**How to complete this task**
Reproduce the top of the data verbatim, through and including the line that contains "0 3px,transparent 0".

**Dataset content**
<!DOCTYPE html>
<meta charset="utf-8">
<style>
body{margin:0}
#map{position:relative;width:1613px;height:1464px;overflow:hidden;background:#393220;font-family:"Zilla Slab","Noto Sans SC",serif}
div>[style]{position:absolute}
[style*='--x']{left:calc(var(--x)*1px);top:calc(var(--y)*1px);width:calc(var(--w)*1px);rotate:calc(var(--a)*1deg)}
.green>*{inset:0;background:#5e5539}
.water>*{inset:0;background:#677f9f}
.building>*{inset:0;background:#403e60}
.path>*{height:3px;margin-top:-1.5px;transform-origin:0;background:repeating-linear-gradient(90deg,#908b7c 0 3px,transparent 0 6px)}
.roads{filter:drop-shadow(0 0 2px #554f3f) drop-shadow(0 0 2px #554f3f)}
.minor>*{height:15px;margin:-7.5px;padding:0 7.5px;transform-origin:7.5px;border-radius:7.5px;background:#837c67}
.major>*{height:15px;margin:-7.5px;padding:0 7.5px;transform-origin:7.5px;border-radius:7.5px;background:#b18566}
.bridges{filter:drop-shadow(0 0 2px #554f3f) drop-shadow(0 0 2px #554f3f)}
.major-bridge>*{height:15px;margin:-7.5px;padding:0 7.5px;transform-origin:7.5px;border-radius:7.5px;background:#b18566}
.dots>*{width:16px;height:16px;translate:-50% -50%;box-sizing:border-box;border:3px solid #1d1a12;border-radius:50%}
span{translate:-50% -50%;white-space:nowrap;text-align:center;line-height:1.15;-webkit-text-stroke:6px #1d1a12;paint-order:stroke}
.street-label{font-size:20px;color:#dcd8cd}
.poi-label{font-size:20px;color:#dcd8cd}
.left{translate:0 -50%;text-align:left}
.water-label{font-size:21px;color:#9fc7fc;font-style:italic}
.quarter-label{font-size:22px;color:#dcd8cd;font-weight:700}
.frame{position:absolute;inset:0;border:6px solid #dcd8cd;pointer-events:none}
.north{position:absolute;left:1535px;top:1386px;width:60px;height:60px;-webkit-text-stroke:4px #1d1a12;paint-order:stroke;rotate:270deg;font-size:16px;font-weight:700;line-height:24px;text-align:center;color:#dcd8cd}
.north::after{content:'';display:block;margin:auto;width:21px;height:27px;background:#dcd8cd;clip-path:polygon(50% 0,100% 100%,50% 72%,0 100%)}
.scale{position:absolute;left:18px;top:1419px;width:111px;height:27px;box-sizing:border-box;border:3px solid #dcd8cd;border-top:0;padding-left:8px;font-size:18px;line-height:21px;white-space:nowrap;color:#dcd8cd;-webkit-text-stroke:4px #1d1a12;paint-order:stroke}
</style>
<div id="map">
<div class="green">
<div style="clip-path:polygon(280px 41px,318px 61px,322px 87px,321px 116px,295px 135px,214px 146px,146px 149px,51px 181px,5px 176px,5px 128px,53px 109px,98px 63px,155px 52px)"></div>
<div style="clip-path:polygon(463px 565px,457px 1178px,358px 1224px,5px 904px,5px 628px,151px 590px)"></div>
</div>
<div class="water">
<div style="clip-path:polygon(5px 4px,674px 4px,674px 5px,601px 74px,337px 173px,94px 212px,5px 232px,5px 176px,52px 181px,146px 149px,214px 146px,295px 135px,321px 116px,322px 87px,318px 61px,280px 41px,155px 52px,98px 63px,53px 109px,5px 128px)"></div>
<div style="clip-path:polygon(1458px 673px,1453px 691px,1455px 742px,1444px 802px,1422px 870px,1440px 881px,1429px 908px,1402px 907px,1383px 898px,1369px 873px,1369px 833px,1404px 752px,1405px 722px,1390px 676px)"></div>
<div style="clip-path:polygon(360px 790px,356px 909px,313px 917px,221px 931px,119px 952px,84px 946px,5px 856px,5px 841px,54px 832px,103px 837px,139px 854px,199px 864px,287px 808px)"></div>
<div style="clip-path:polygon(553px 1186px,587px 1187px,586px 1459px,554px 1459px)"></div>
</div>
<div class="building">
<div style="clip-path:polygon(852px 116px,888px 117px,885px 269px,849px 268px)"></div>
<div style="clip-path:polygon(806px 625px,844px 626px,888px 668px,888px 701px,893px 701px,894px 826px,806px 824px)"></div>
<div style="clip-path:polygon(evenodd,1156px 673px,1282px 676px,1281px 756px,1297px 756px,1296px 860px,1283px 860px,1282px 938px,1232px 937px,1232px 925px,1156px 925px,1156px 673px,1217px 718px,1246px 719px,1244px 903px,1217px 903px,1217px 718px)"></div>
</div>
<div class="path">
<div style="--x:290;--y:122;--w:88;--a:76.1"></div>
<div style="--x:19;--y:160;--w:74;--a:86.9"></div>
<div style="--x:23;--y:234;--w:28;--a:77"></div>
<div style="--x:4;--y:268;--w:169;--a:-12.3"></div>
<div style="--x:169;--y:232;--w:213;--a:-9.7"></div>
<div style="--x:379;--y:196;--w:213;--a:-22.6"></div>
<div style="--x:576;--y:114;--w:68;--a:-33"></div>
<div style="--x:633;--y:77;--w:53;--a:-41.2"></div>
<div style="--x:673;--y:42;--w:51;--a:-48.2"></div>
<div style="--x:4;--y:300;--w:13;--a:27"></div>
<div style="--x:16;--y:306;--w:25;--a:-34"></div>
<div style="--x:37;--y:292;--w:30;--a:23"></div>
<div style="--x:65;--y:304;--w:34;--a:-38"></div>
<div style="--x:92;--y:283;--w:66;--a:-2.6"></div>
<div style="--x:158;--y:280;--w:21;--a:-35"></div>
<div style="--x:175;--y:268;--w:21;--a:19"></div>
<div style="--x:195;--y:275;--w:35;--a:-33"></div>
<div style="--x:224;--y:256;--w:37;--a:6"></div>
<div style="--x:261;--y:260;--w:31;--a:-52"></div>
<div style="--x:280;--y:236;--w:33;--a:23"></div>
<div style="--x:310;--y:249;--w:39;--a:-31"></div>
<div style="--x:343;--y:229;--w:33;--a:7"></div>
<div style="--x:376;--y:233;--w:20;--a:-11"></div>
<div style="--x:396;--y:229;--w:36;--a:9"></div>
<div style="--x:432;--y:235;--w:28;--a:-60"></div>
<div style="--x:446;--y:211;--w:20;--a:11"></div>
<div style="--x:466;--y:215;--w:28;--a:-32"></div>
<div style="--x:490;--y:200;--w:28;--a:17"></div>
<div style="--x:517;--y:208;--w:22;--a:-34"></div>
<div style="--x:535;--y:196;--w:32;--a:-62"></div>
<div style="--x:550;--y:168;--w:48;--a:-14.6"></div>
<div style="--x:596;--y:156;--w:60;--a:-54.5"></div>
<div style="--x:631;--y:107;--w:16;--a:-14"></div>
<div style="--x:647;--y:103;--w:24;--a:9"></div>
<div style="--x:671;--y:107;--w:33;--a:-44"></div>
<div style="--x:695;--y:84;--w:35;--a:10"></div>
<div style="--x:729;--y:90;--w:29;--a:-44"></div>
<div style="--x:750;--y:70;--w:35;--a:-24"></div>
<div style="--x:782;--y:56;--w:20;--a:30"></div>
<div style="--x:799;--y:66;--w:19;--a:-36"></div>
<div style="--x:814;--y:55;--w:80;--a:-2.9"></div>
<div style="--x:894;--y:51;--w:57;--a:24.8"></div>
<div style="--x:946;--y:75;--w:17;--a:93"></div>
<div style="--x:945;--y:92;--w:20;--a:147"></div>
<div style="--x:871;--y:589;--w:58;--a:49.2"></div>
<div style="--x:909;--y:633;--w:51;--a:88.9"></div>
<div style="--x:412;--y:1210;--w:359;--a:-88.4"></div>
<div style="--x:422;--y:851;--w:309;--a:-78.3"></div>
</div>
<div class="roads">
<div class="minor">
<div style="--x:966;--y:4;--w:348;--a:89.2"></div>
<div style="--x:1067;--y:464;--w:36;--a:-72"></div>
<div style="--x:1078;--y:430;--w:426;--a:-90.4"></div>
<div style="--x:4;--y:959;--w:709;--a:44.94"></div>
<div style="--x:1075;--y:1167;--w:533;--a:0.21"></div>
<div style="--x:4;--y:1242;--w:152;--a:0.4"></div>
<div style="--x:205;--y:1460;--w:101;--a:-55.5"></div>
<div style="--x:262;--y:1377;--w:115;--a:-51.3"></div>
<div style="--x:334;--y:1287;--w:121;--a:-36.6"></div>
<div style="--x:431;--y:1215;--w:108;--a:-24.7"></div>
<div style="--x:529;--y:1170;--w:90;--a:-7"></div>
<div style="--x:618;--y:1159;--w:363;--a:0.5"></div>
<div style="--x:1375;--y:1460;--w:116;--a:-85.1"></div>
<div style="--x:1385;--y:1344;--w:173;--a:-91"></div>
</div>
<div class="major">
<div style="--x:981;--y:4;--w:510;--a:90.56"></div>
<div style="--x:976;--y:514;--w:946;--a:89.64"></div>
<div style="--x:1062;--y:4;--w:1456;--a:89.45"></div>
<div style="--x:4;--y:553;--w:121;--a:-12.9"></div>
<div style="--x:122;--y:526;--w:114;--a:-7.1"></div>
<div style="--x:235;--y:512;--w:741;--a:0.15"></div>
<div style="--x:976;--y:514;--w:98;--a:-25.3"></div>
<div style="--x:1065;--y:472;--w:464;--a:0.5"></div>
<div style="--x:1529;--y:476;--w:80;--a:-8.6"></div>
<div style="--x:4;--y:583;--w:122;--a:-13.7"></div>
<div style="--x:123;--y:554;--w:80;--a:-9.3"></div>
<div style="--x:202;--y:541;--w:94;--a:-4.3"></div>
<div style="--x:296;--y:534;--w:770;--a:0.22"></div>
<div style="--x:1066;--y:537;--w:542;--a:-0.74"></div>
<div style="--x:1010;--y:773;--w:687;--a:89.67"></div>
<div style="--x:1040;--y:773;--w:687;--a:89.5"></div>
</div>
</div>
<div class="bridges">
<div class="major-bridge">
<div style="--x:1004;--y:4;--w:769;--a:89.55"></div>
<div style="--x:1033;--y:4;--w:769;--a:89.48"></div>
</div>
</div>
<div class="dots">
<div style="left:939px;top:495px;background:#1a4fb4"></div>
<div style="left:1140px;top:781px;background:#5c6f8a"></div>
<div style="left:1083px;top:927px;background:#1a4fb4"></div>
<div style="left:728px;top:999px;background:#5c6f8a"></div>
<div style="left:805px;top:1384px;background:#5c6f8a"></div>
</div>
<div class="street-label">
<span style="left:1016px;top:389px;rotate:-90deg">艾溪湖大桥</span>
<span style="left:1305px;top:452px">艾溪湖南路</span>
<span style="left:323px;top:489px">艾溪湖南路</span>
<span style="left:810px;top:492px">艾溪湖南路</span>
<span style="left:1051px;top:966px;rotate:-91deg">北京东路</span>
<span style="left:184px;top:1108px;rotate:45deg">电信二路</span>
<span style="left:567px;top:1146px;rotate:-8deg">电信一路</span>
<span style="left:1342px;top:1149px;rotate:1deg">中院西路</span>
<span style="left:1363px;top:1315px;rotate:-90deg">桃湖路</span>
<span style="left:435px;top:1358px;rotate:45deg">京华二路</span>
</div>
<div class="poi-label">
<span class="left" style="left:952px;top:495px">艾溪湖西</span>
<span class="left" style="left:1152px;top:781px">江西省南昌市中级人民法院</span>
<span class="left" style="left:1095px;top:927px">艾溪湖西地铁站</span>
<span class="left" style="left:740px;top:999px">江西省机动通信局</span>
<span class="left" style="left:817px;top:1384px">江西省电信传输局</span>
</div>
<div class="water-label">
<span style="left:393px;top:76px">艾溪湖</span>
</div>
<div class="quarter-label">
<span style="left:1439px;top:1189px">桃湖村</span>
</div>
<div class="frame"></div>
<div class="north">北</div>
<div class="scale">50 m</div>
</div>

**Answer to this task**
<!DOCTYPE html>
<meta charset="utf-8">
<style>
body{margin:0}
#map{position:relative;width:1613px;height:1464px;overflow:hidden;background:#393220;font-family:"Zilla Slab","Noto Sans SC",serif}
div>[style]{position:absolute}
[style*='--x']{left:calc(var(--x)*1px);top:calc(var(--y)*1px);width:calc(var(--w)*1px);rotate:calc(var(--a)*1deg)}
.green>*{inset:0;background:#5e5539}
.water>*{inset:0;background:#677f9f}
.building>*{inset:0;background:#403e60}
.path>*{height:3px;margin-top:-1.5px;transform-origin:0;background:repeating-linear-gradient(90deg,#908b7c 0 3px,transparent 0 6px)}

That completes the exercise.